Low-content products offer an effective and efficient way to attract potential customers, increase revenue, and quickly build client relationships.
A low-content product is something you offer your audience with minimal or no content included. It’s usually something like a workbook, planner, or template. They can be digital or print, but businesses often create digital versions due to the low-cost margin. Software programs like Canva make low-content product creation easy.
The advantage is that they take little time and resources to create. You can use these items to offer more for your audience by mixing low-content products into your other merchandise. These items also allow you to diversify your offerings and create new revenue streams.
Here are some common low-content products businesses offer.
Journals and Notebooks
Journals and notebooks are excellent ideas for low-content items. What kind of journal or notebook could members of your target market use? You can create a customized journal designed just for their needs.
Journal ideas include:
- Gratitude Journal. Gratitude journals are used to write down things you’re grateful for to bring positivity into your life.
- Goals Journal. This could be a notebook where you write down your goals and chart your progress toward reaching them.
- Positivity Journal. A notebook designed for self-reflection where you write about your thoughts and feelings to shift to a more positive mindset.
- Free Writing Notebook. A place for you to write freely and let ideas come and flow onto the page. You could use this for brainstorming.
- Dream Journal. Keep this journal by your bedside, and write down your dreams when you wake up.
- Success Journal. You can create a journal for recording each success as you build a business.
- New Things Learned Journal. One common success habit is to learn something new each day. Use this journal to reflect on each new thing you learn.
A good way to make your journal unique is to see what competitors offer. You can then provide more value. For example, make it higher-quality, more targeted to your audience, or full of extra elements like writing prompts or inspirational quotes.
Planners
A planner is a document that helps people keep track of tasks. It’s like a journal but more specifically geared to a particular area. The target audience is busy and needs to accomplish specific tasks with limited planning time.
While planners are usually printed documents, you can make a digital one that people can interact with on their tablet or phone. Digital planners are usually editable PDFs. However, you can also offer printable ones so users can use a paper version.
Ideas for planners include:
- Daily Planner. A planner that helps people keep track of their daily to-do list. You can also offer weekly or monthly planners.
- Fitness Planner. This content helps you keep track of workouts, diet, and fitness goal-setting.
- Budget Planner. Help your customers keep track of their income and expenses and set financial goals.
- Meal Planner. Meal planners are helpful for people trying to stick to a diet. It can include calorie counters, recipe suggestions, and meal-planning templates.
- Travel Planner. You can use a travel planner to keep track of your itinerary, flight and hotel information, and expenses.
- Event Planners. A great deal goes into planning events like weddings, concerts, or webinars. Keep all information in one place.
- Academic Planner. Create a planner to help students stay organized. A similar idea is a parenting planner that helps keep track of kids’ activities.

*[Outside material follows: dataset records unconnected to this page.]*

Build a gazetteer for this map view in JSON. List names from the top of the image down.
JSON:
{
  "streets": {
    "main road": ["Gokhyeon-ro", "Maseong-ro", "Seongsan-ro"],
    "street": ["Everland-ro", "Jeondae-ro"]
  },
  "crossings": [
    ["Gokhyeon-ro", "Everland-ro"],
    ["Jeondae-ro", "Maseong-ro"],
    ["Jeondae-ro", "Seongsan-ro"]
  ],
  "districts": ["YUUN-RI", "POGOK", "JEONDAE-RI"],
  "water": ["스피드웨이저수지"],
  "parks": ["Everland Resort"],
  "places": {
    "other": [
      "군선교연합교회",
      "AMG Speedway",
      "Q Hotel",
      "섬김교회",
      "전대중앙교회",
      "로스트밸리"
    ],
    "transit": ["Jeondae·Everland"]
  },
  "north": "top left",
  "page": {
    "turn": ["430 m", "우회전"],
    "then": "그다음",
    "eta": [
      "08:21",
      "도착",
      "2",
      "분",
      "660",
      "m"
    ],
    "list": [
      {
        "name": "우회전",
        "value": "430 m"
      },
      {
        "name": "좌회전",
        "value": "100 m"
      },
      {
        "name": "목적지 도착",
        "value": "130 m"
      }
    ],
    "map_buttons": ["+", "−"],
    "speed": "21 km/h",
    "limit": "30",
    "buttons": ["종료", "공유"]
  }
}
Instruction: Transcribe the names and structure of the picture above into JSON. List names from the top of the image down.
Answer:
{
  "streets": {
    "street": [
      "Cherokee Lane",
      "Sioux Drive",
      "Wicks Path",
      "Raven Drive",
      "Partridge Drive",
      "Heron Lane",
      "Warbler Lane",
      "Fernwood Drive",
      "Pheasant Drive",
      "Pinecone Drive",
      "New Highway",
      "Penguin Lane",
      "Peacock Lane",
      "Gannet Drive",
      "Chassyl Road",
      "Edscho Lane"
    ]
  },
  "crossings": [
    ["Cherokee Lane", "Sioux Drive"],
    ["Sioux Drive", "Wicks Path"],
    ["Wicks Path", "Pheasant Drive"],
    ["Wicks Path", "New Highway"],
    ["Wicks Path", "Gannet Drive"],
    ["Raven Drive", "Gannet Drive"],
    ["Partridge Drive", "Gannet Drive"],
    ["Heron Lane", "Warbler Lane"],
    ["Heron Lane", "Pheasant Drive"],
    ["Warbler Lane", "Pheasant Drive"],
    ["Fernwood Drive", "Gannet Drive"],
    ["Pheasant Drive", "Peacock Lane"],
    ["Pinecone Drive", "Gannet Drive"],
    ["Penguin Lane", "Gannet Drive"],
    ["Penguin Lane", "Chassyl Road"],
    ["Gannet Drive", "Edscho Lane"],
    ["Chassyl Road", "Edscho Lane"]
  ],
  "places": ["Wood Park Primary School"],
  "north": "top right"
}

- Self-Care Planner. This planner can help to keep your mental health and self-care routine in order.
Workbooks
Workbooks offer exercises, quizzes, and activities for students. These can be standalone or go with a course you’re offering. A workbook allows students to work out problems independently, so they learn the material by doing.
If you want to offer a workbook and an online course, design them together. If you want a standalone coursebook, choose something your target audience wants to learn. Then, break this into bite-sized pieces, and make each piece a chapter with learning activities.
In the course chapters, focus on giving the user everything they need to complete each activity so they can learn the material.
Checklists
A checklist is a simple low-content product like a planner but more focused on an individual task. It can be nothing more than a PDF with the process steps and a box next to each step.
The best checklists take something complex and make it simple—things like building a website, creating a content management plan, or house cleaning.
Learning Logs
A learning log is a record of a student’s learning process. It is different than a workbook designed to help students master material. Instead, a learning log is a personal record of your growth as you learn new things.
Students use learning logs to reflect on what they’ve learned, write down questions for further study, or record feedback from others.
Toolkits
A toolkit is a set of resources or tools related to a specific task or topic. For example, you could offer a digital marketing toolkit, a business finance toolkit, or a writing toolkit.
It might provide a mix of the types of low-content products in this blog post, including worksheets and activities, writing prompts, organizational tools, and templates.
Low Content Doesn’t Mean Low Value
The number one mistake businesses make with low-content products is thinking that it means low value.
Even though there isn’t much material for you to create, it needs to offer as much value as any regular content.
Start with your customers’ needs and develop an idea for something they can use to solve their problems. Then, create a low-content item that offers a solution.